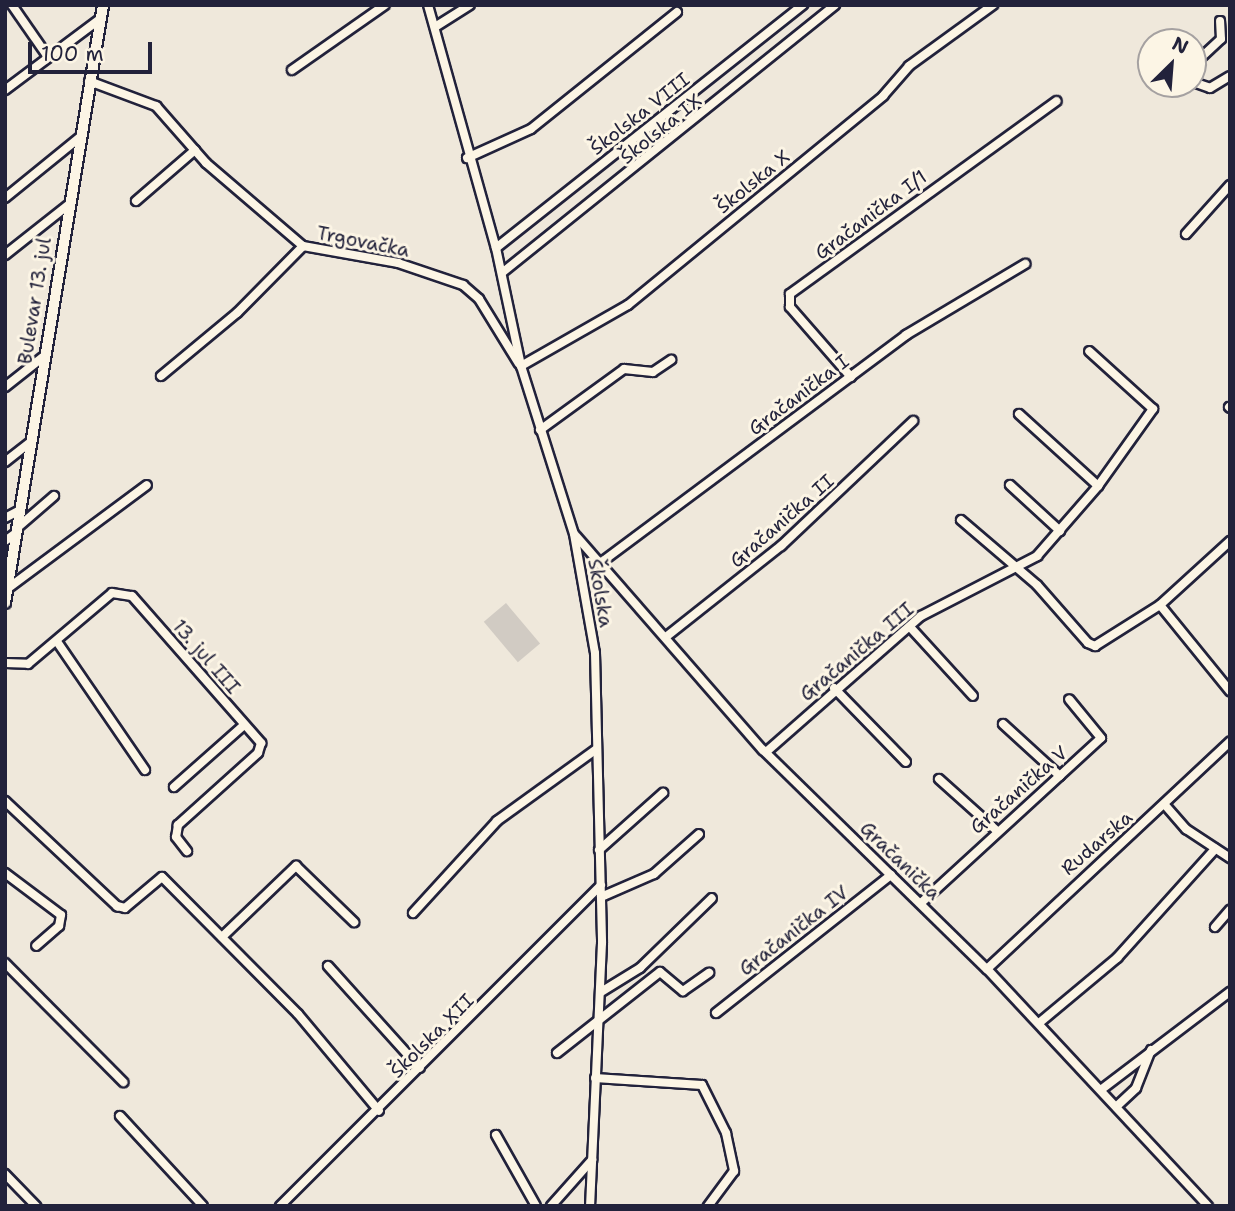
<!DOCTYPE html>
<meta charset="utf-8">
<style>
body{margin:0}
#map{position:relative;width:1235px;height:1211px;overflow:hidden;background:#efe8db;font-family:"Shantell Sans",sans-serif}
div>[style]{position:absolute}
.green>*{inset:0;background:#d1cbc3;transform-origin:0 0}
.roads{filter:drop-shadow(2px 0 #22223b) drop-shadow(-2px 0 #22223b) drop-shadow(0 2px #22223b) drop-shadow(0 -2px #22223b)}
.minor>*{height:8px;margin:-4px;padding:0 4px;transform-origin:4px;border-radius:4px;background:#fcf5e5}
.tertiary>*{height:10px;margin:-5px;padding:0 5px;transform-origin:5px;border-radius:5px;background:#fcf5e5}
span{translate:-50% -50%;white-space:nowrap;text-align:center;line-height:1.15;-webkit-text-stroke:6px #fcf5e5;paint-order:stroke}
.street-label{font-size:19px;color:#22223b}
.frame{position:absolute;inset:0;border:7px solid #22223b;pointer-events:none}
.north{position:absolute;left:1137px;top:28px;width:70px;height:70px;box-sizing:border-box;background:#fcf5e5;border:2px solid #a5a1a1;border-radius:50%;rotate:25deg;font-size:19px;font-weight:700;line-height:28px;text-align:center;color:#22223b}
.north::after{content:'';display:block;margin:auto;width:24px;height:32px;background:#22223b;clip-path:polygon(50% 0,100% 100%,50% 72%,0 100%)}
.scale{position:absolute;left:28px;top:42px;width:124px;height:32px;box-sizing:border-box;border:4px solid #22223b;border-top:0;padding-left:9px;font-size:21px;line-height:24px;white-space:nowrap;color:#22223b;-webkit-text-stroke:5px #fcf5e5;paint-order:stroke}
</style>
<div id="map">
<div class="green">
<i style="left:506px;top:603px;width:53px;height:29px;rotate:50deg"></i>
</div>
<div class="roads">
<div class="minor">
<i style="left:12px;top:5px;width:63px;rotate:55.3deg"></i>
<i style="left:428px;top:5px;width:252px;rotate:74.4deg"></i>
<i style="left:496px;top:248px;width:121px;rotate:78deg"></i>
<i style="left:521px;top:366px;width:176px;rotate:72.5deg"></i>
<i style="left:574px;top:534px;width:121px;rotate:80deg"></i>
<i style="left:595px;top:653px;width:290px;rotate:88.6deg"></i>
<i style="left:602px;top:943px;width:263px;rotate:92.6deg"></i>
<i style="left:435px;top:27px;width:41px;rotate:-32.2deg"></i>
<i style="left:1193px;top:65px;width:38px;rotate:-43deg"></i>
<i style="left:1221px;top:39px;width:18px;rotate:-93deg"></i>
<i style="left:292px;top:70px;width:113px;rotate:-35deg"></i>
<i style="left:89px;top:81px;width:72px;rotate:20.5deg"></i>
<i style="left:156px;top:106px;width:76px;rotate:48.7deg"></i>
<i style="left:206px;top:163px;width:128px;rotate:40.6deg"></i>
<i style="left:303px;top:246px;width:97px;rotate:10.1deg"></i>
<i style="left:398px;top:263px;width:69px;rotate:18.7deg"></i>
<i style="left:463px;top:285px;width:21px;rotate:41deg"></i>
<i style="left:479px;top:299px;width:76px;rotate:58.4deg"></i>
<i style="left:1193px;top:82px;width:18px;rotate:19deg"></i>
<i style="left:1210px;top:88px;width:23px;rotate:-31deg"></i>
<i style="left:5px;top:90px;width:119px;rotate:-36.8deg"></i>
<i style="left:467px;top:158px;width:70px;rotate:-24.4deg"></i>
<i style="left:531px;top:129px;width:187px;rotate:-38.7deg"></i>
<i style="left:5px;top:198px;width:97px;rotate:-39.1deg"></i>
<i style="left:136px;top:201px;width:78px;rotate:-40.8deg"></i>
<i style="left:1186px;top:234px;width:66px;rotate:-48.1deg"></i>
<i style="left:496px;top:248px;width:392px;rotate:-38.4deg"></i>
<i style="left:5px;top:255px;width:80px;rotate:-38.4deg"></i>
<i style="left:503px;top:272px;width:426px;rotate:-38.8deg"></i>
<i style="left:521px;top:366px;width:123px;rotate:-29.7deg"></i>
<i style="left:628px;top:305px;width:330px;rotate:-39.3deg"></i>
<i style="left:883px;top:96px;width:40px;rotate:-49deg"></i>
<i style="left:909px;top:66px;width:104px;rotate:-36deg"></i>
<i style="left:161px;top:376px;width:99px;rotate:-39.7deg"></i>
<i style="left:237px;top:313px;width:94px;rotate:-45.4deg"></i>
<i style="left:851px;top:377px;width:93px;rotate:-131.1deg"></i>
<i style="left:790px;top:307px;width:13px;rotate:-90deg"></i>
<i style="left:790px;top:294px;width:329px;rotate:-35.9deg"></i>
<i style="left:5px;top:387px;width:48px;rotate:-38.3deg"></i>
<i style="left:1229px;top:407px;width:1px;rotate:45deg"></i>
<i style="left:1019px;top:414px;width:107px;rotate:42.3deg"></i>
<i style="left:540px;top:430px;width:104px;rotate:-36deg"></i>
<i style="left:624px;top:369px;width:29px;rotate:6deg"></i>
<i style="left:653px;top:372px;width:22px;rotate:-34deg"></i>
<i style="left:5px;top:462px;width:33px;rotate:-38deg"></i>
<i style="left:1010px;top:485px;width:68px;rotate:42.6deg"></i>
<i style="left:5px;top:518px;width:17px;rotate:-28deg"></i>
<i style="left:961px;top:520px;width:100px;rotate:40.5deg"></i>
<i style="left:1037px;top:585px;width:77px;rotate:48.7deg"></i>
<i style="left:1088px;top:643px;width:8px;rotate:23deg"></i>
<i style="left:1095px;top:646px;width:77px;rotate:-32.2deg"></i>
<i style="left:1160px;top:605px;width:111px;rotate:50.9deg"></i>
<i style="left:17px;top:528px;width:49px;rotate:-40.9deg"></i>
<i style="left:576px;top:536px;width:284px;rotate:48.9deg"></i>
<i style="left:763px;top:750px;width:313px;rotate:44.4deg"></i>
<i style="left:987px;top:969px;width:324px;rotate:47deg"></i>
<i style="left:5px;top:541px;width:14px;rotate:-36deg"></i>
<i style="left:599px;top:564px;width:383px;rotate:-36.7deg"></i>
<i style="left:906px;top:335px;width:139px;rotate:-30.8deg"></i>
<i style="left:7px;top:589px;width:174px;rotate:-36.6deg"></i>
<i style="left:1160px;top:605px;width:95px;rotate:-42.4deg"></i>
<i style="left:910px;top:627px;width:93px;rotate:47.6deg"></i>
<i style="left:666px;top:637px;width:147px;rotate:-38.4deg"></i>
<i style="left:781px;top:546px;width:182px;rotate:-43.4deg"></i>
<i style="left:58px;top:643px;width:154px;rotate:55.6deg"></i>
<i style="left:5px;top:663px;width:23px;rotate:2deg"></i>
<i style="left:28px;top:664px;width:110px;rotate:-40.2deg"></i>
<i style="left:112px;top:593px;width:20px;rotate:9deg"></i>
<i style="left:132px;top:596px;width:196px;rotate:48.7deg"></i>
<i style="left:261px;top:743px;width:10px;rotate:107deg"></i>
<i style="left:258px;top:753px;width:108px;rotate:138deg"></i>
<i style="left:178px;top:825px;width:12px;rotate:99deg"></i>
<i style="left:176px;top:837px;width:18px;rotate:52deg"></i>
<i style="left:834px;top:688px;width:103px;rotate:45.8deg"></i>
<i style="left:1003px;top:724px;width:77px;rotate:42.4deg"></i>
<i style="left:766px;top:752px;width:206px;rotate:-41.3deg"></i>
<i style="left:921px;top:616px;width:131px;rotate:-27.3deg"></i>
<i style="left:1037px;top:556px;width:93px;rotate:-48.9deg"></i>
<i style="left:1098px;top:486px;width:95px;rotate:-54.5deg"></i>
<i style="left:1153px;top:409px;width:86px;rotate:-137.8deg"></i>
<i style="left:939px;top:779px;width:76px;rotate:41.8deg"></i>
<i style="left:174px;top:787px;width:92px;rotate:-41.5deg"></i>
<i style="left:5px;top:801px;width:154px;rotate:43.2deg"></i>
<i style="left:117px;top:906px;width:8px;rotate:14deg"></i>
<i style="left:125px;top:908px;width:48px;rotate:-40deg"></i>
<i style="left:162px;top:877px;width:193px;rotate:45.2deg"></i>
<i style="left:298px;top:1014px;width:126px;rotate:50.1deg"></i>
<i style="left:1165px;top:805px;width:32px;rotate:49deg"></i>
<i style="left:1186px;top:829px;width:53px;rotate:33.4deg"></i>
<i style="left:599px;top:850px;width:86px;rotate:-41.7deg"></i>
<i style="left:5px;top:873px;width:70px;rotate:36.9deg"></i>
<i style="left:61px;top:915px;width:11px;rotate:100deg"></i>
<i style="left:59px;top:926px;width:30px;rotate:139deg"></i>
<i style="left:601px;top:897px;width:58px;rotate:-23.5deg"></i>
<i style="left:654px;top:874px;width:60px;rotate:-41.6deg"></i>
<i style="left:921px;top:903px;width:244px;rotate:-42.5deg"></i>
<i style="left:1101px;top:738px;width:50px;rotate:-129.4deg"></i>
<i style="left:413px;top:913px;width:125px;rotate:-47.6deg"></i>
<i style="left:497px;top:821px;width:121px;rotate:-35.9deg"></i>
<i style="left:1215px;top:927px;width:23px;rotate:-49deg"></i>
<i style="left:222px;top:937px;width:103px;rotate:-43.8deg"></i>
<i style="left:296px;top:866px;width:81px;rotate:44deg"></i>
<i style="left:5px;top:963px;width:168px;rotate:45.2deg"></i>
<i style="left:328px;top:966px;width:137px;rotate:48deg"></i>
<i style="left:987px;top:969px;width:333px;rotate:-43.1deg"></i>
<i style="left:601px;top:992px;width:46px;rotate:-31.6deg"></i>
<i style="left:640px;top:968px;width:100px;rotate:-44.2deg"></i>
<i style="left:716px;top:1013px;width:223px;rotate:-38.3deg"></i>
<i style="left:1039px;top:1023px;width:102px;rotate:-39.8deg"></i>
<i style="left:1117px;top:958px;width:147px;rotate:-48deg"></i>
<i style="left:557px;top:1053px;width:131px;rotate:-38.2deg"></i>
<i style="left:660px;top:972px;width:30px;rotate:40deg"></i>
<i style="left:683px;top:991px;width:32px;rotate:-35deg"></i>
<i style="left:595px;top:1078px;width:107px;rotate:3.7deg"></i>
<i style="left:702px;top:1085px;width:54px;rotate:63.4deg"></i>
<i style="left:726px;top:1133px;width:39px;rotate:78deg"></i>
<i style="left:734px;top:1171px;width:44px;rotate:126.6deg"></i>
<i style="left:1102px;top:1089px;width:161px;rotate:-37.2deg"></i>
<i style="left:1117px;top:1106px;width:26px;rotate:-43deg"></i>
<i style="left:1136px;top:1088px;width:41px;rotate:-68.5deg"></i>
<i style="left:120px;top:1116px;width:122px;rotate:47.3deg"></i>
<i style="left:496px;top:1135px;width:81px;rotate:60.6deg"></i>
<i style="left:5px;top:1174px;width:45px;rotate:45.9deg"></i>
<i style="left:280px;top:1206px;width:454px;rotate:-45deg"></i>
<i style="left:551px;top:1206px;width:62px;rotate:-48.3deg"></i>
</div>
<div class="tertiary">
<i style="left:5px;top:603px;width:606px;rotate:-80.69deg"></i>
</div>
</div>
<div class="street-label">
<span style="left:640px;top:114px;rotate:-38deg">Školska VIII</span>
<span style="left:661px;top:129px;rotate:-39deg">Školska IX</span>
<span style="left:753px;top:182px;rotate:-39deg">Školska X</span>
<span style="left:871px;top:215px;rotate:-37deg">Gračanička I/1</span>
<span style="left:363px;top:242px;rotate:11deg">Trgovačka</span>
<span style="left:35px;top:301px;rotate:-81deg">Bulevar 13. jul</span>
<span style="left:799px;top:395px;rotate:-37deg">Gračanička I</span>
<span style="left:782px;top:521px;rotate:-41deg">Gračanička II</span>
<span style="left:600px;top:593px;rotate:80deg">Školska</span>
<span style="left:857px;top:652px;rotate:-40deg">Gračanička III</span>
<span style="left:206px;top:657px;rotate:49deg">13. jul III</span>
<span style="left:1019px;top:790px;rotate:-41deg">Gračanička V</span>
<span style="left:1097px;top:843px;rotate:-41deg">Rudarska</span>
<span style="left:900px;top:861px;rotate:44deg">Gračanička</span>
<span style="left:794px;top:931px;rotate:-38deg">Gračanička IV</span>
<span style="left:432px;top:1036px;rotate:-45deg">Školska XII</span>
</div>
<div class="frame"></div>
<div class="north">N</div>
<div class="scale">100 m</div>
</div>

──────────

▶ _Task item_: Could you repeat exactly the lines from the first one of the records above through the line containing "0 #22223b) drop-shadow(-2px", leaving out any pictures?

▶ _Solution_:
<!DOCTYPE html>
<meta charset="utf-8">
<style>
body{margin:0}
#map{position:relative;width:1235px;height:1211px;overflow:hidden;background:#efe8db;font-family:"Shantell Sans",sans-serif}
div>[style]{position:absolute}
.green>*{inset:0;background:#d1cbc3;transform-origin:0 0}
.roads{filter:drop-shadow(2px 0 #22223b) drop-shadow(-2px 0 #22223b) drop-shadow(0 2px #22223b) drop-shadow(0 -2px #22223b)}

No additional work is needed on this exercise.